W3C home > Mailing lists > Public > html-tidy@w3.org > July to September 2015

Re: removing dom nodes

From: Geoff McLane <ubuntu@geoffair.info>
Date: Wed, 15 Jul 2015 13:48:13 +0200
Message-ID: <55A6487D.9040604@geoffair.info>
To: html-tidy@w3.org
I see 'Tidy!' as two products.

There is libTidy which is a library of services exposed
through an API, tidy.h...

Then there is the console app 'tidy', and as Marvin correctly points
out "Removing acceptable DOM nodes is not the task of html-tidy.".
That is this console app tidy... it is only a 'cleaner'...

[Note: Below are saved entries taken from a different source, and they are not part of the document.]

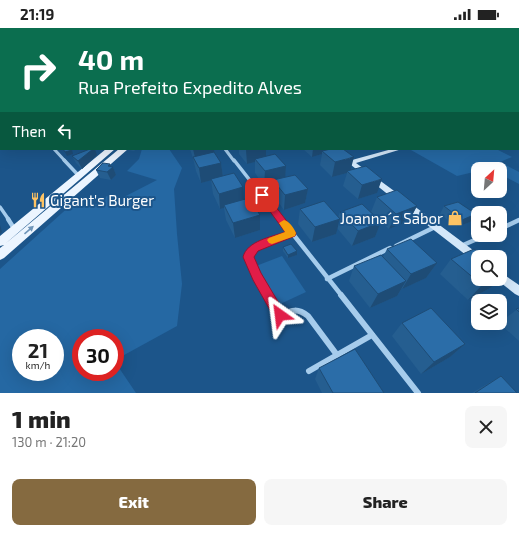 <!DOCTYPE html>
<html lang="en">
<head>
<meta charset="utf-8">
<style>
  :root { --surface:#fff; --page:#f6f6f6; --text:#222; --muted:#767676; --accent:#856a40 }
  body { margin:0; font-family:"Exo 2",sans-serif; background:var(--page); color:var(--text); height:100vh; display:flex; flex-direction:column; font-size:15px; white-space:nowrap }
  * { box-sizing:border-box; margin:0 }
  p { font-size:13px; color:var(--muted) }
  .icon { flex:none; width:22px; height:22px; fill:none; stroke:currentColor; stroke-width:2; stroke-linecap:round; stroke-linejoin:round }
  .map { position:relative; height:365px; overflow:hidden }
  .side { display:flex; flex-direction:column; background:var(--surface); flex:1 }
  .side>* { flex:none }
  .top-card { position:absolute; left:0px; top:0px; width:519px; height:122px; box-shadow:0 4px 16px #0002; background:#0b6e4f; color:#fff; overflow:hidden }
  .needle { width:26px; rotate:26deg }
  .buttons { position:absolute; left:471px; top:134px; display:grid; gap:8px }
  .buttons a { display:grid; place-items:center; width:36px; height:36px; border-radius:8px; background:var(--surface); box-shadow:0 4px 16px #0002; font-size:20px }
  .speed { position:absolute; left:12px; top:301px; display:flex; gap:8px; font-size:20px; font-weight:700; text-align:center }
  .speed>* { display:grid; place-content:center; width:52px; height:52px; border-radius:50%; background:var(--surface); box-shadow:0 4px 16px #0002; line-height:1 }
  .speed small { font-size:10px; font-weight:400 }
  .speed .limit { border:6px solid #d22; background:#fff; color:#111 }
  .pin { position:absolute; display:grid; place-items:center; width:34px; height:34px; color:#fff; margin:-17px; border-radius:8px; box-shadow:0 2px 6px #0006 }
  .me { position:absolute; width:44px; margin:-22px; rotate:329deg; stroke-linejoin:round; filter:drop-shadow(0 0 3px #0008) }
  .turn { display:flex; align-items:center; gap:14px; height:84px; padding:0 12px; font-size:18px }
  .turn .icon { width:52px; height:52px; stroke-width:2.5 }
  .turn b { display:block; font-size:28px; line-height:34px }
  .then { display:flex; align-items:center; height:38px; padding:0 12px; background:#0003; gap:8px; font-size:15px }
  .round { display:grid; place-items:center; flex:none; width:42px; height:42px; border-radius:8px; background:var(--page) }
  .headline { display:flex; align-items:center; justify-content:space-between; height:68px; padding:0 12px }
  h1 { font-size:24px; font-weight:800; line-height:30px }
  .button { display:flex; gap:8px; margin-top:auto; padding:8px 12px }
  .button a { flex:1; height:46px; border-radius:8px; background:var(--accent); color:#fff; font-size:16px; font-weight:800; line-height:46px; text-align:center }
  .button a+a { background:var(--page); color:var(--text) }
  .status { display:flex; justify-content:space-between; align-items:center; height:28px; padding:0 20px; background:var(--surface); direction:ltr }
  .status svg { height:11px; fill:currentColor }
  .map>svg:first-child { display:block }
</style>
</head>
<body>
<div class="status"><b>21:19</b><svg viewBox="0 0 49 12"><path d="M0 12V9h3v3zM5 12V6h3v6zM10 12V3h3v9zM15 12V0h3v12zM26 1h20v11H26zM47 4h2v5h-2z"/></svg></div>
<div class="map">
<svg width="519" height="365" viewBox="0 0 519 365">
  <rect width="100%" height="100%" fill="#1c558a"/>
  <g fill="#2568a3" fill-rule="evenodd">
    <path d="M142 121H169L182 140 174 161 177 206 182 256 177 298 115 332V310H81V344H115V334L136 365H0V241L72 176H97L107 168 122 170 157 152 127 143 139 131ZM21 310H55V344H21Z"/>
    <path d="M416 121H496L512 129 500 134 519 144V156L500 146V141L489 140 478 141V143L457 148 411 122Z"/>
    <path d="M282 228 306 264 278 277 256 238Z"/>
  </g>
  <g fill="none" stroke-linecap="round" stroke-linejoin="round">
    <g stroke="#a6ccec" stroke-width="3">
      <path d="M54 121 65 133"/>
      <path d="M225 121 234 133"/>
    </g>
    <g stroke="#a6ccec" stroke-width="3.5">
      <path d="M64 132 79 148"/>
      <path d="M234 132 281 192"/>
      <path d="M0 179 9 192"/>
    </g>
    <g stroke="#a6ccec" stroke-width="4.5">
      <path d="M8 191 15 202"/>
      <path d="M281 191 342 268"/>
      <path d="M500 201 519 192"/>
      <path d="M396 218 435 199"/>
      <path d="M461 218 486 207"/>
      <path d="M327 251 390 220"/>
      <path d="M269 268C264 261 246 235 249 227 251 218 283 209 292 205"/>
    </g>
    <g stroke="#a6ccec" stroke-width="6">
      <path d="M268 267 280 287C292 282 298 280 308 288L337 327"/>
      <path d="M341 267 418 365"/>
      <path d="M309 343 372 307"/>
    </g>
    <rect fill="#a6ccec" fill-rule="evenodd" x="0" y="79" width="1" height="2"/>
    <g fill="#d3e7f9" fill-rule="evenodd">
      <rect x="518" y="87" width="1" height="4"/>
      <path d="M331 121H338L352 132 392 121H402L356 135 401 168 402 170 401 172H395Z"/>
      <path d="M407 174 410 175 481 228 478 229V235L475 234 404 179 403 177 404 175Z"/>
      <path d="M500 244 519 257V268L515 266 496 251H500Z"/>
    </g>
    <path fill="#ecf5ff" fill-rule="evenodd" d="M106 121H115L5 216 119 121H128L4 230 0 232V220L4 217 0 218V208Z"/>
  </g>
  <g fill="#255e90">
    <path d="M129 121H136L134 123 129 122Z"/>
    <path d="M190 121H214V124L221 135 223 148 243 172 260 202 235 210 226 192 224 180 220 181 213 166 211 152 201 155 196 143 193 130Z"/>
    <path d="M239 121H266V129L286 138 285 149 308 161 305 175 284 182 273 167V155L264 158 255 145V134L247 136 239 126Z"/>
    <path d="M303 121H329V122L350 142 377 165 358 171 343 158 347 145 332 149 320 137 322 126 312 129Z"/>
    <path d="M97 127 82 141 76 135 72 128Z"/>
    <path d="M110 136 112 139H113L116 147 111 152 100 150 96 142Z"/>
    <path d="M377 169 417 178 409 193 389 201 371 184Z"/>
    <path d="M444 178 470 194 457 199 440 186Z"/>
    <path d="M300 181 338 189 340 184 381 194 375 209 352 218 337 200 336 206 312 214 298 196Z"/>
    <path d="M283 219 297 227 288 230 283 223Z"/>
    <path d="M387 221 437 235 426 250 402 261V260L397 268 370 280 349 253 354 238 383 229Z"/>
    <path d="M451 231 490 260 468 272 440 246Z"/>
    <path d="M519 280V313L499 295Z"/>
    <path d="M402 295 465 316 450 329 421 346 392 308Z"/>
    <path d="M319 340 384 365H322L315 351Z"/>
    <path d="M501 348 517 365H472L482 359Z"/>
  </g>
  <g fill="#1e4c76">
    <path d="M0 109H1V117L0 118Z"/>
    <path d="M93 121H95L97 127 82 141 78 133Z"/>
    <path d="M193 121H214L215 130 196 134Z"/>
    <path d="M251 121H266V132L255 131V134L247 136 246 122Z"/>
    <path d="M313 121H329L328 125 322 123V126L312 129Z"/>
    <path d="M72 122 73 126 67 128 65 124Z"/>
    <path d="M354 129 350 144 347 143V145L332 149 335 134Z"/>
    <path d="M221 135 223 149 201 155 199 140Z"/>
    <path d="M110 136 112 140 113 139 116 147 111 152 107 144 108 138Z"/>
    <path d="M286 138 285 152H273V155L264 158 265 143Z"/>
    <path d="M382 151 377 165 358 171 362 157Z"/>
    <path d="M243 159 244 174 224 177V180L220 181 219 166Z"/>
    <path d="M308 161 305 175 284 182 285 167Z"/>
    <path d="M417 178 409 193 389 201 396 186Z"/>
    <path d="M476 186 470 194 457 199 462 192Z"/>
    <path d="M260 187V202L235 210 233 195Z"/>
    <path d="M340 191 336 206 312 214 315 199Z"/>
    <path d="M381 194 375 209 352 218 358 203Z"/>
    <path d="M0 197 2 204 0 206Z"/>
    <path d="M297 223V227L288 230V227Z"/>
    <path d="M437 235 426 250 402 261 411 246Z"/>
    <path d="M505 245 500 251V248Z"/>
    <path d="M494 251H500L490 260 468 272 482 257Z"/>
    <path d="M406 253 397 268 370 280 378 266Z"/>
    <path d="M465 316 450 329 421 346 434 334Z"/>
  </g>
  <g fill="#2b6da8" stroke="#1e4c76">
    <path d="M63 121H71L72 122 65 124Z"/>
    <path d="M90 121H93L78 133 72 128Z"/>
    <path d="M331 121H343L354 129 335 134 322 123Z"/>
    <path d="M214 124 221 135 199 140 193 129Z"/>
    <path d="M275 126 286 138 265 143 255 131Z"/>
    <path d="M103 135 110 136 108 138 113 139 107 144 96 142Z"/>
    <path d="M366 138 382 151 362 157 347 143Z"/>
    <path d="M234 145 243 159 219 166 211 151Z"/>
    <path d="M295 147 308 161 285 167 273 152Z"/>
    <path d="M397 162 417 178 396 186 377 169Z"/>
    <path d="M249 170 260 187 233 195 224 177Z"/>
    <path d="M324 173 340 191 315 199 300 181Z"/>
    <path d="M458 174 476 186 462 192 444 178Z"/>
    <path d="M362 176 381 194 358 203 340 184Z"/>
    <path d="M411 211 437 235 411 246 387 221Z"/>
    <path d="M291 216 297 223 288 227 283 219Z"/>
    <path d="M474 221 484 229H478V251H494L482 257 451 231Z"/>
    <path d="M381 227 406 253 378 266 354 238Z"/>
    <path d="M500 241 505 245 500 248Z"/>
    <path d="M431 280 465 316 434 334 402 295Z"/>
    <path d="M519 280V284L516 281Z"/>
    <path d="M355 321 384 365H333L319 340Z"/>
    <path d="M501 348 517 365H475Z"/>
  </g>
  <defs><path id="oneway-solid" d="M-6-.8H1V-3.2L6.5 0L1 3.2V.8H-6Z"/></defs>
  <use fill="#6f95b9" href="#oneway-solid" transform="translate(29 202) rotate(-41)"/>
  <linearGradient id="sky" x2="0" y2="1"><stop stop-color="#0f2f4c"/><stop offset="0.49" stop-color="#3a6898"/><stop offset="1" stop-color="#3a6898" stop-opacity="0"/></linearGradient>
  <rect width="519" height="100" fill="url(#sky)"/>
  <path fill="#e11d48" stroke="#92132f" d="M262 164 265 165 296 205 295 208 258 223 254 229 261 245 286 287 284 291 280 293 275 291 253 252 243 229C247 213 271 209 285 204L258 167Z"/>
  <path fill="#f59e0b" d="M284 192C289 193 294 200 296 205L295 208 272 216 269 215 267 212 269 210 285 204 279 195Z"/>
  <defs>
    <g id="restaurant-bare" transform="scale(1.2)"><path d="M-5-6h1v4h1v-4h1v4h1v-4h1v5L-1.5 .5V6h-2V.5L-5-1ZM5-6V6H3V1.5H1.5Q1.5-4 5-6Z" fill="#fdc364" stroke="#1c558a" stroke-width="2.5" paint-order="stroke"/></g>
    <g id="shop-bare" transform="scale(1.2)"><path d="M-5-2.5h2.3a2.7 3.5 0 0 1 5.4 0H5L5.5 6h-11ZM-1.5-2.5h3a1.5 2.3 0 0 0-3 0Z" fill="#fdc364" stroke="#1c558a" stroke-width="2.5" paint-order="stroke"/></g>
  </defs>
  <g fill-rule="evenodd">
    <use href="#restaurant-bare" x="38" y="172"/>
    <use href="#shop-bare" x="455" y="190"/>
  </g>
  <g text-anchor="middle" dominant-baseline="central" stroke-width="4" stroke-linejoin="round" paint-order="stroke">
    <g font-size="15" fill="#fff" stroke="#1c558a" text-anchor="start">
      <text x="50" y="172">Gigant's Burger</text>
      <text x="443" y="190" text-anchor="end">Joanna´s Sabor</text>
    </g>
  </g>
</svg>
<div class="buttons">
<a><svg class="needle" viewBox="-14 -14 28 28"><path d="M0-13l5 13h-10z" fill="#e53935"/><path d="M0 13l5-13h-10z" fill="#767676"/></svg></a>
<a><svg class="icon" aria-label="sound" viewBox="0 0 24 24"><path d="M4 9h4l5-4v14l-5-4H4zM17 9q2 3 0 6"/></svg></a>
<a><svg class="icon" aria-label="search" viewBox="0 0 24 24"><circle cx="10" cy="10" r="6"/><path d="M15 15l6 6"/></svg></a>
<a><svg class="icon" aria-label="layers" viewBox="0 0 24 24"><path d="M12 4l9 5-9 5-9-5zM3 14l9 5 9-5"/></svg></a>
</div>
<div class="speed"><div>21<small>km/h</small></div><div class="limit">30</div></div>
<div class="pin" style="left:262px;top:167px;background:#d93025"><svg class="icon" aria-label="arrive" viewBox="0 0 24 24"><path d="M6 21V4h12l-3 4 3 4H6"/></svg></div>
<svg class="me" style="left:280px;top:287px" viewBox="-20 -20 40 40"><path d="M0-17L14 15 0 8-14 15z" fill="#e11d48" stroke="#fff" stroke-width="4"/></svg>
<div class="top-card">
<div class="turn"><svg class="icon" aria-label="right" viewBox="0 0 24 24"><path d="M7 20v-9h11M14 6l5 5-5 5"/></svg><div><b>40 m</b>Rua Prefeito Expedito Alves</div></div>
<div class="then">Then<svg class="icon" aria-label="left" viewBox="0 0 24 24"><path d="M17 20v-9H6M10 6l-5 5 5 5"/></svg></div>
</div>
</div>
<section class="side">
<div class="headline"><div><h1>1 min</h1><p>130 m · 21:20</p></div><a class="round"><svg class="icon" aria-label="close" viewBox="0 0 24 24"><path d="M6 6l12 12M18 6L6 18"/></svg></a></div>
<div class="button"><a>Exit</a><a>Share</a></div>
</section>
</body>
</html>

But Folkert found that libTidy does have an internal "remove
node", "remove attribute", ... services, and simply exposed that
capability as an API extension of the library...

This in no way changes what 'tidy' (the console app) does, and
does well...

But extends the use of libTidy for those who link it into their
own app... and would welcome more extensions from anyone
using libTidy... what do you want it to do?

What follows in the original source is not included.